La confusa aseveración del Papa Francisco al decir que la “liberalización” de las drogas no es la solución al problema de la dependencia de drogas, muestra la necesidad de una educación dirigida tanto a la prensa como a los líderes de la opinión pública. Es una lástima (predecible) que la prensa anglosajona como la BBC o The Guardian eligieran como titular la frase del Papa “advirtiendo” contra la “liberalización” de las drogas, toda vez que esta referencia fue una pequeña parte de un conjunto mucho más amplio de observaciones teológicas hechas a pacientes, familiares y voluntarios en el Hospital y centro de tratamiento Saint Francis. Algunos de los sitios web argentinos y católicos que encontré en una búsqueda breve y no científica mencionaron la declaración sobre “liberalización” y otros la ignoraron por completo, aunque todos resaltaron el mensaje de justicia social y el rechazo del Papa a los traficantes. ¡“Cuantos `traficantes de la muerte´ existen que siguen la lógica del poder y del dinero a cualquier costo! El flagelo del tráfico de drogas, que favorece la violencia y siembra las semillas de sufrimiento y muerte, demanda de la sociedad entera un acto de coraje.”

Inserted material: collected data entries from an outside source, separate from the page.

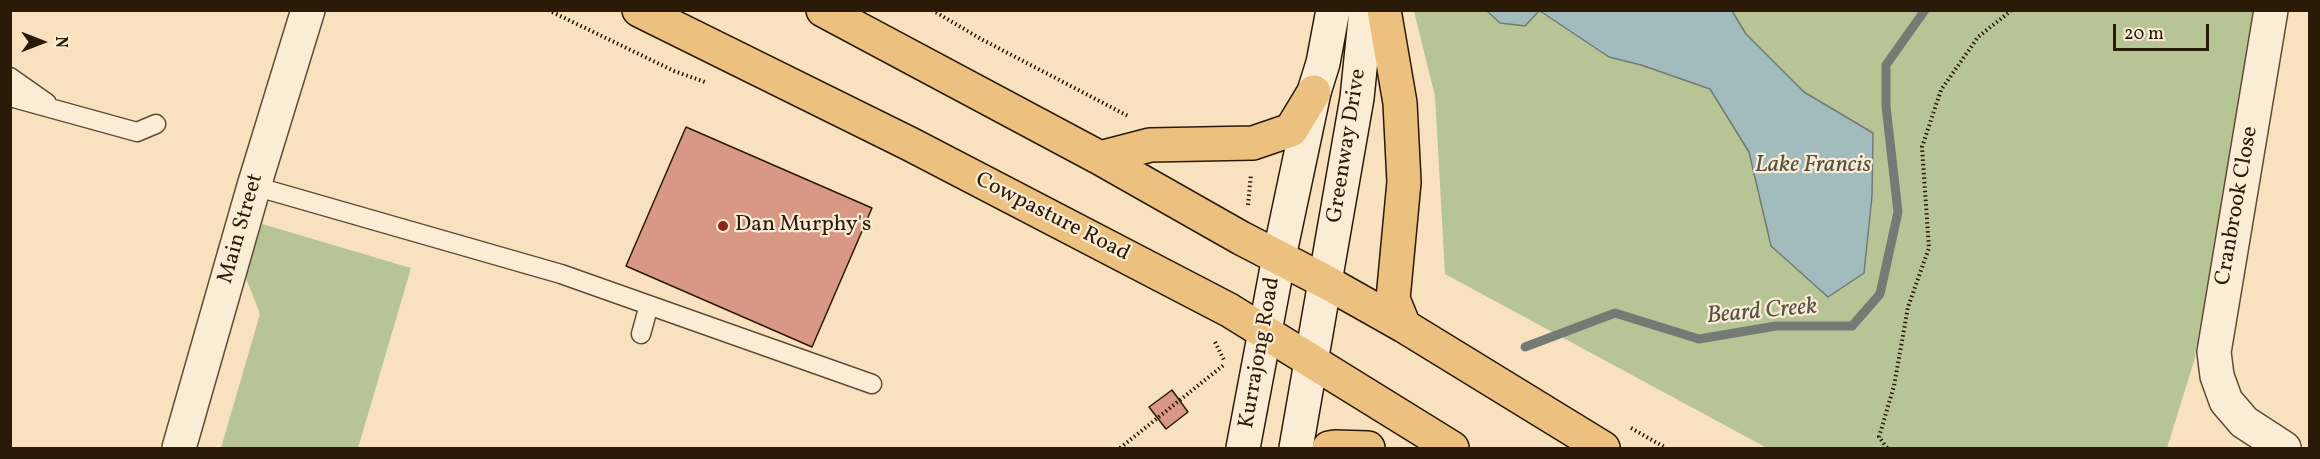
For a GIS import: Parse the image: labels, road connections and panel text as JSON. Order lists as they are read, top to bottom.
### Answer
{
  "streets": {
    "main road": ["Cowpasture Road"],
    "street": [
      "Greenway Drive",
      "Cranbrook Close",
      "Main Street",
      "Kurrajong Road"
    ]
  },
  "crossings": [
    ["Greenway Drive", "Kurrajong Road"],
    ["Cowpasture Road", "Kurrajong Road"]
  ],
  "water": ["Lake Francis", "Beard Creek"],
  "places": ["Dan Murphy's"],
  "scale_bar": "20 m",
  "north": "right"
}
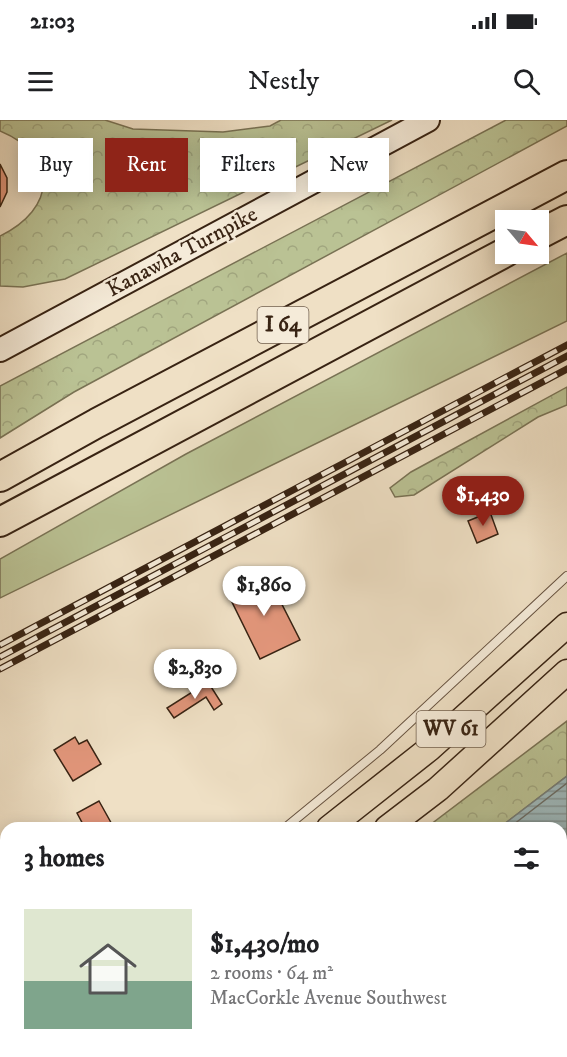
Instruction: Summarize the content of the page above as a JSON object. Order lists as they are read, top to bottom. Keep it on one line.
{"streets":{"highway":["I 64"],"main road":["Kanawha Turnpike","WV 61"]},"north":"bottom right","page":{"status":"21:03","header":"Nestly","chip":["Buy","Rent","Filters","New"],"price":["$1,430","$1,860","$2,830"],"heading":"3 homes","list":[{"name":"$1,430/mo","note":"2 rooms · 64 m² · MacCorkle Avenue Southwest"}]}}
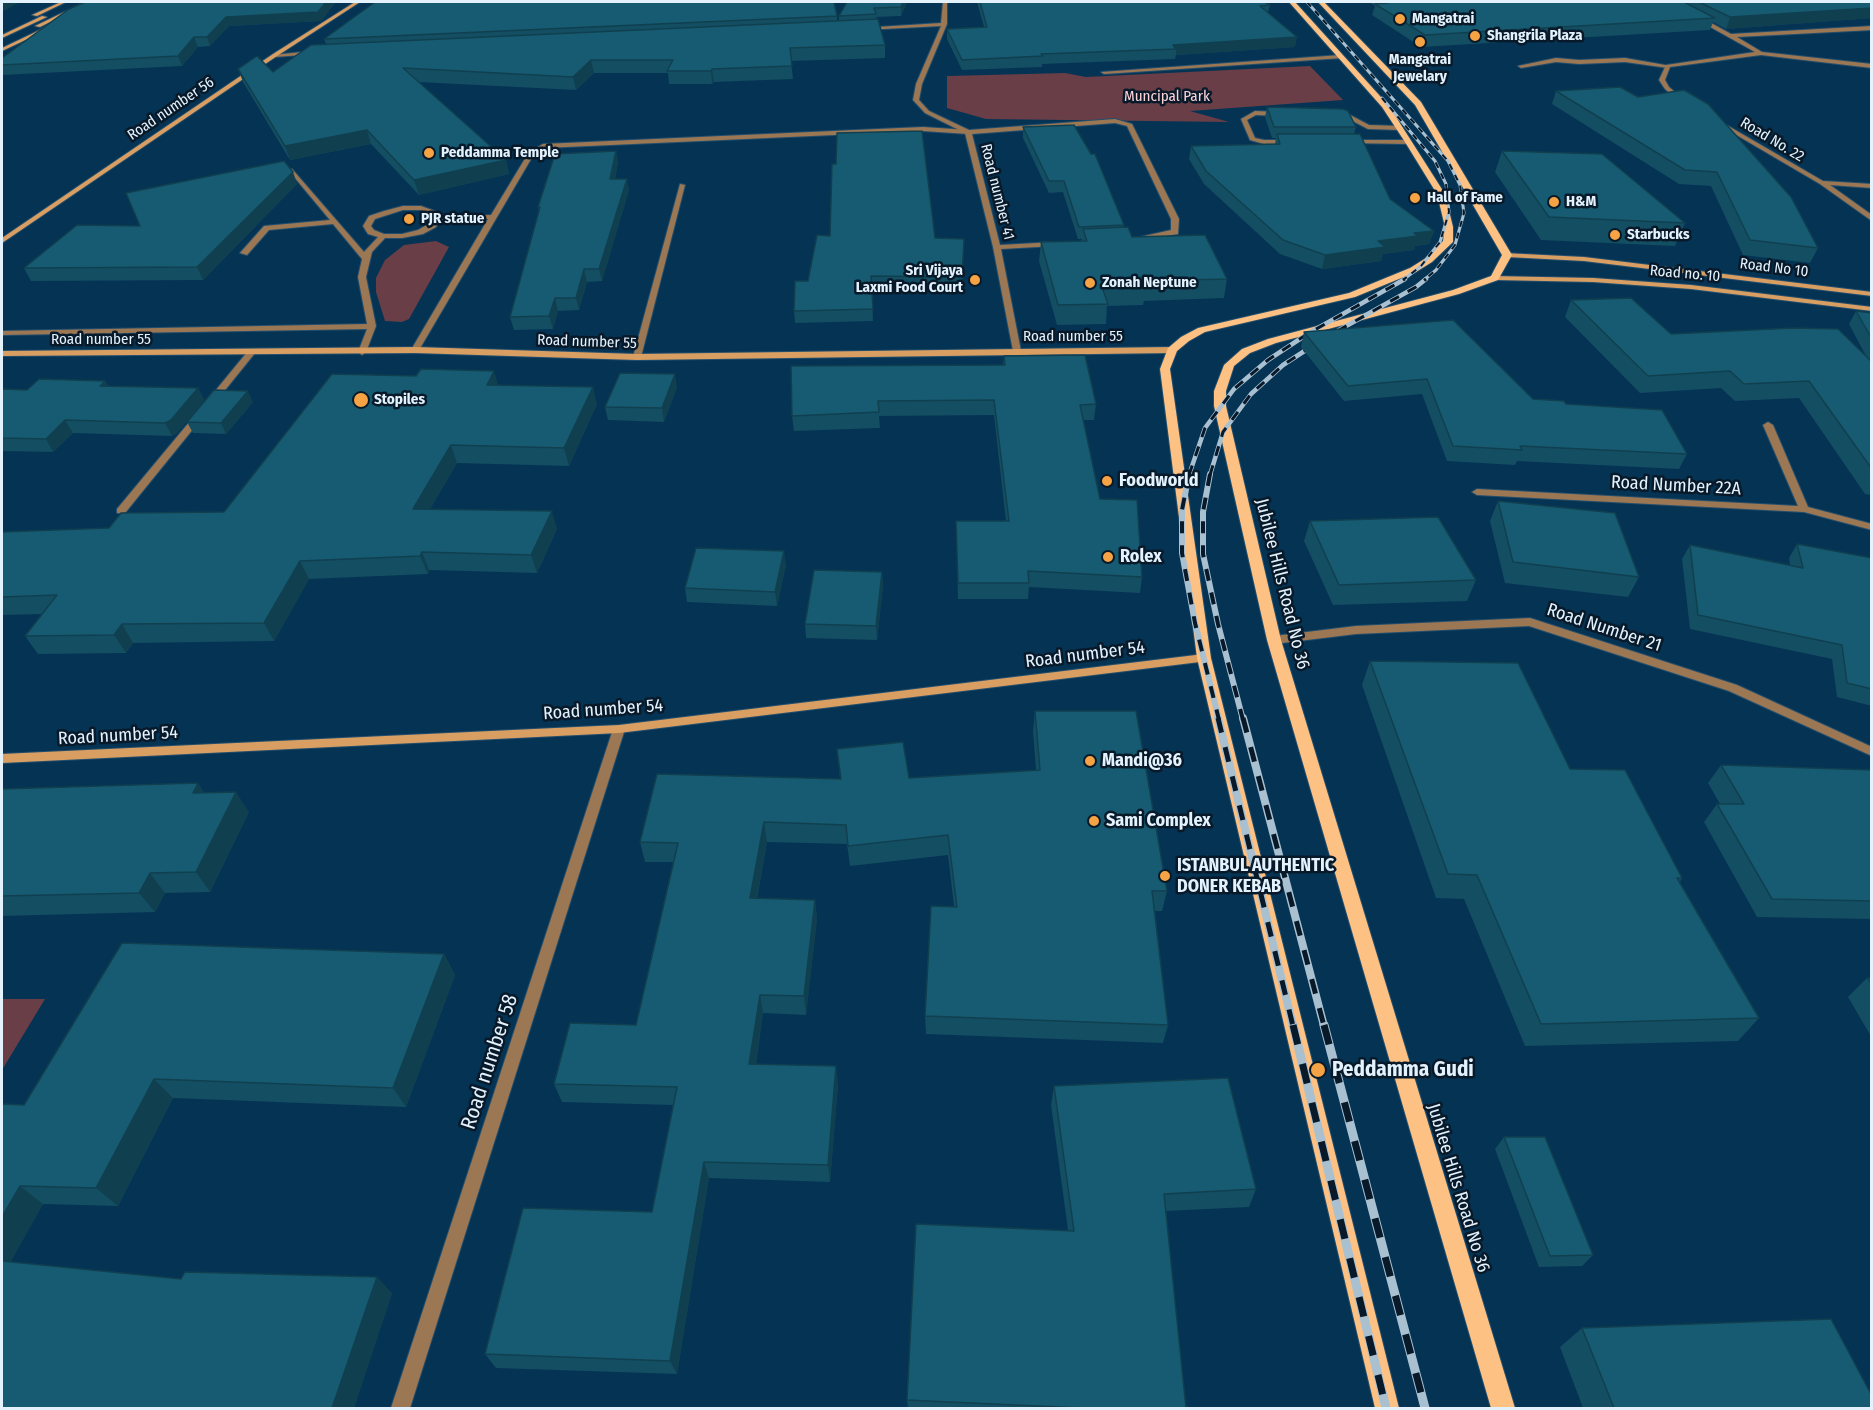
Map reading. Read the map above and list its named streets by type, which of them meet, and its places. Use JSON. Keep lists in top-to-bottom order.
{
  "streets": {
    "main road": ["Jubilee Hills Road No 36"],
    "street": [
      "Road number 56",
      "Road No. 22",
      "Road number 41",
      "Road No 10",
      "Road no. 10",
      "Road number 55",
      "Road Number 22A",
      "Road Number 21",
      "Road number 54",
      "Road number 58"
    ]
  },
  "crossings": [
    ["Road number 41", "Road number 55"],
    ["Road no. 10", "Jubilee Hills Road No 36"],
    ["Jubilee Hills Road No 36", "Road Number 21"],
    ["Road number 54", "Road number 58"]
  ],
  "parks": ["Muncipal Park"],
  "places": [
    "Mangatrai",
    "Shangrila Plaza",
    "Mangatrai Jewelary",
    "Peddamma Temple",
    "Hall of Fame",
    "H&M",
    "PJR statue",
    "Starbucks",
    "Sri Vijaya Laxmi Food Court",
    "Zonah Neptune",
    "Stopiles",
    "Foodworld",
    "Rolex",
    "Mandi@36",
    "Sami Complex",
    "ISTANBUL AUTHENTIC DONER KEBAB",
    "Peddamma Gudi"
  ]
}
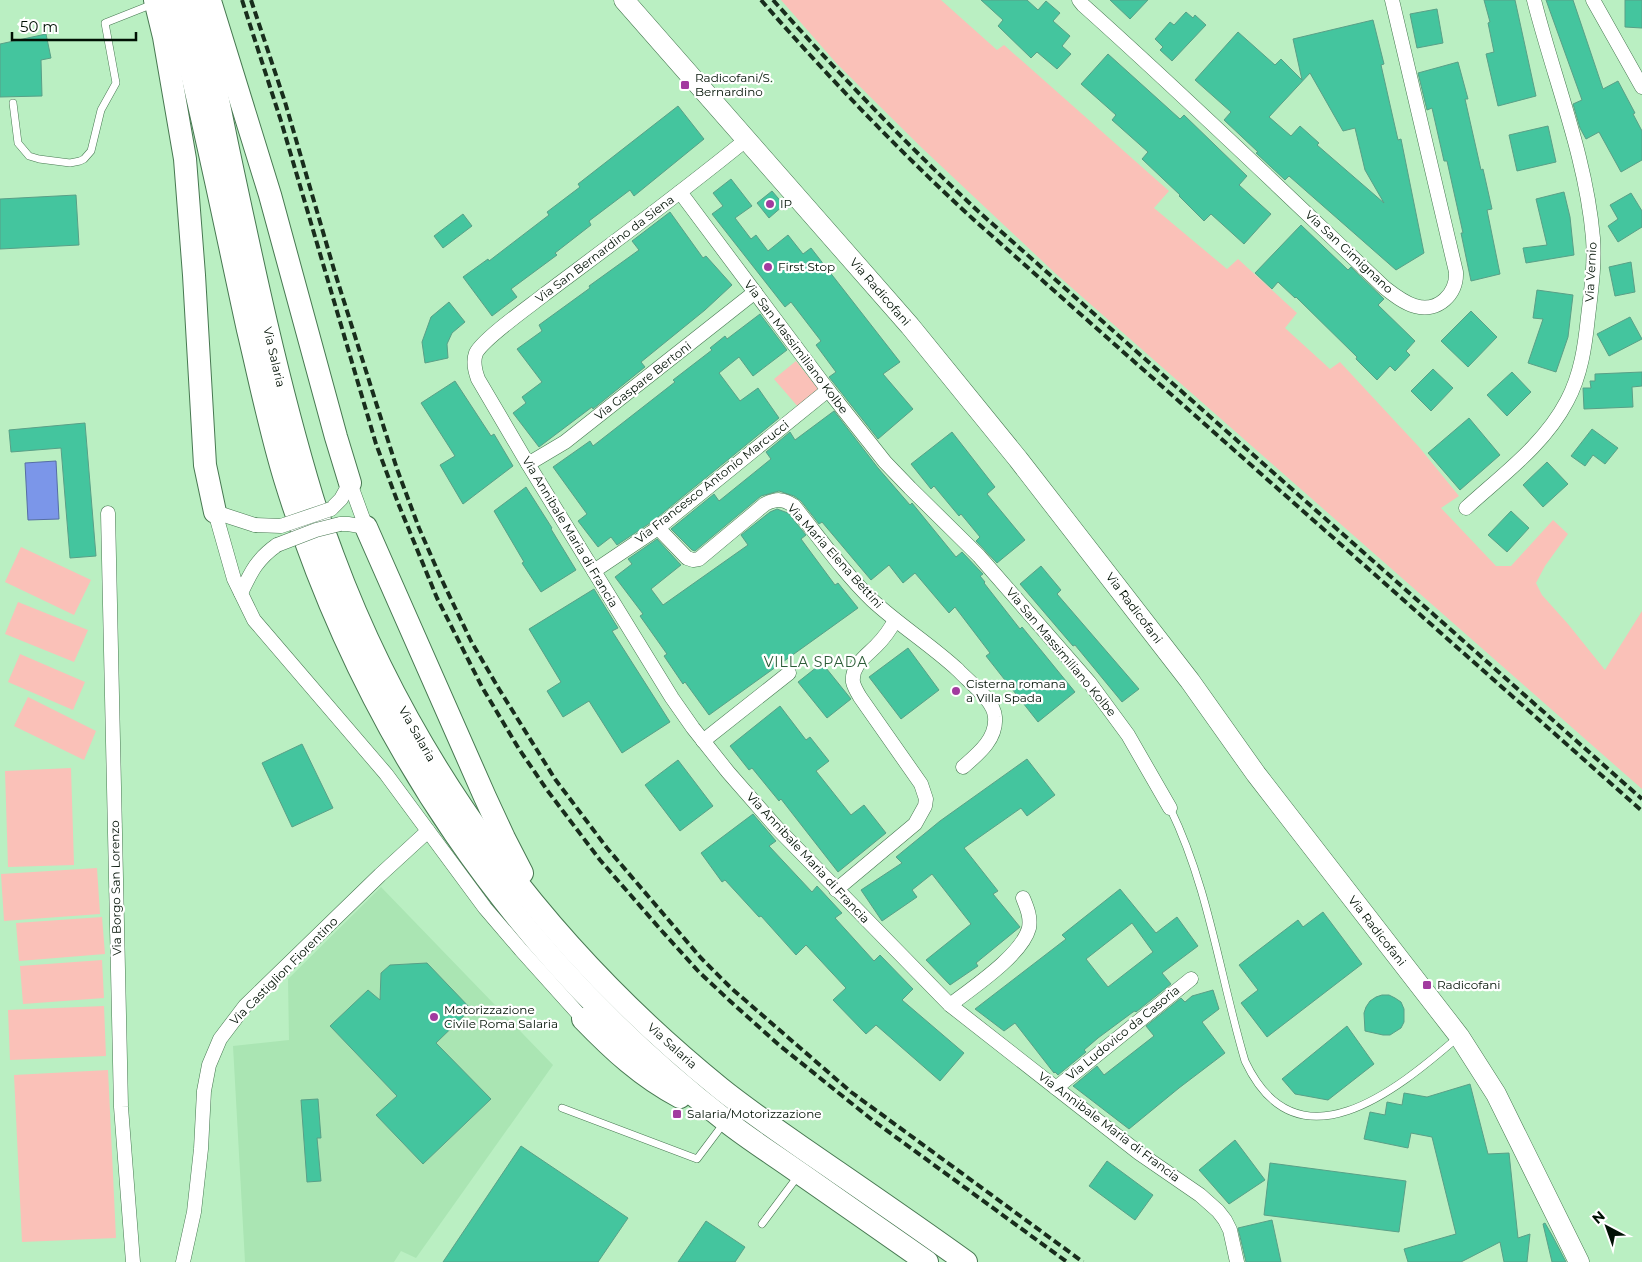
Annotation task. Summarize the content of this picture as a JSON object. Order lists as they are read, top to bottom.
{
  "streets": {
    "main road": ["Via Salaria"],
    "street": [
      "Via San Bernardino da Siena",
      "Via San Gimignano",
      "Via Vernio",
      "Via Radicofani",
      "Via San Massimiliano Kolbe",
      "Via Gaspare Bertoni",
      "Via Francesco Antonio Marcucci",
      "Via Annibale Maria di Francia",
      "Via Maria Elena Bettini",
      "Via Borgo San Lorenzo",
      "Via Castiglion Fiorentino",
      "Via Ludovico da Casoria"
    ]
  },
  "crossings": [
    ["Via San Bernardino da Siena", "Via Radicofani"],
    ["Via San Bernardino da Siena", "Via San Massimiliano Kolbe"],
    ["Via San Bernardino da Siena", "Via Annibale Maria di Francia"],
    ["Via Radicofani", "Via San Massimiliano Kolbe"],
    ["Via San Massimiliano Kolbe", "Via Gaspare Bertoni"],
    ["Via San Massimiliano Kolbe", "Via Francesco Antonio Marcucci"],
    ["Via Gaspare Bertoni", "Via Annibale Maria di Francia"],
    ["Via Francesco Antonio Marcucci", "Via Annibale Maria di Francia"],
    ["Via Francesco Antonio Marcucci", "Via Maria Elena Bettini"],
    ["Via Annibale Maria di Francia", "Via Ludovico da Casoria"]
  ],
  "districts": ["VILLA SPADA"],
  "places": {
    "transit": ["Radicofani/S. Bernardino", "Radicofani", "Salaria/Motorizzazione"],
    "other": [
      "IP",
      "First Stop",
      "Cisterna romana a Villa Spada",
      "Motorizzazione Civile Roma Salaria"
    ]
  },
  "scale_bar": "50 m",
  "north": "top left"
}
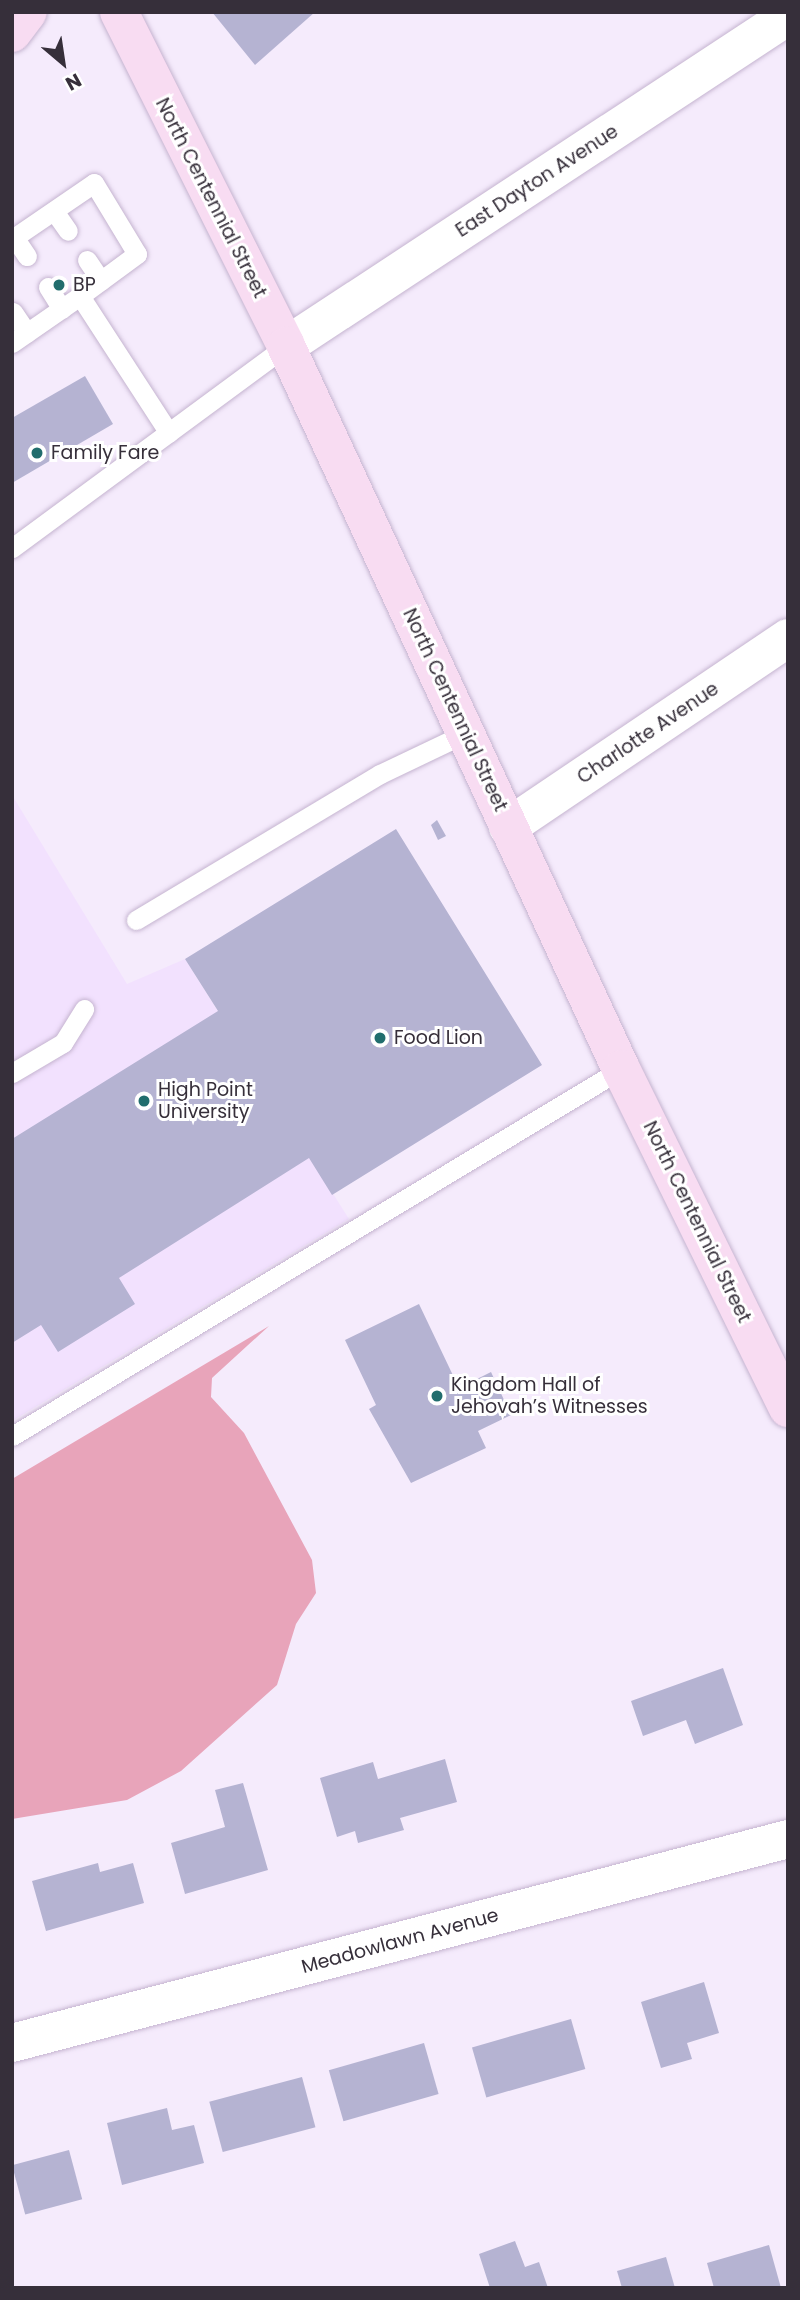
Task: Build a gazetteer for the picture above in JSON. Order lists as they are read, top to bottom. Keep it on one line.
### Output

The Pope Francis embracing drug users.

Fue solamente después de abrazar y hacer declaraciones de apoyo sobre las personas que usan drogas, que el Papa Francisco dijo: “La reducción de la propagación e influencia de la adicción de las drogas no se logrará con la liberalización del uso de drogas, tal como se propone actualmente en varios países de Latinoamérica. En cambio, es necesario enfrentar los problemas de fondo del uso de estas drogas promoviendo más justicia, etc….” Los medios católicos resaltaron la teología más detallada de la parábola del Buen Samaritano a que hizo referencia el Papa Francisco, no la de la liberalización.

Aunque la evidencia de Suiza, Portugal y España ahora muestra que la descriminalización conlleva una mejoría de los resultados de salud pública, incluyendo servicios de recuperación donde existen, nadie en América Latina o en ningún otro lugar, hasta donde tengo entendido, usa el poco riguroso argumento de que la “liberalización” del uso de drogas” resultará en “una reducción de la propagación e influencia de la adicción a las drogas.” Teniendo en cuenta que muchos expertos esperan que la regulación, en vez de la prohibición, pueda dar lugar a una reducción de la violencia ligada al tráfico de drogas, este podría ser un buen momento para enviar a un “educador” experto en política de drogas a la Santa Sede con la buena noticia de que su teología es compatible con sus políticas (de drogas) cuando tengan claridad sobre ellas.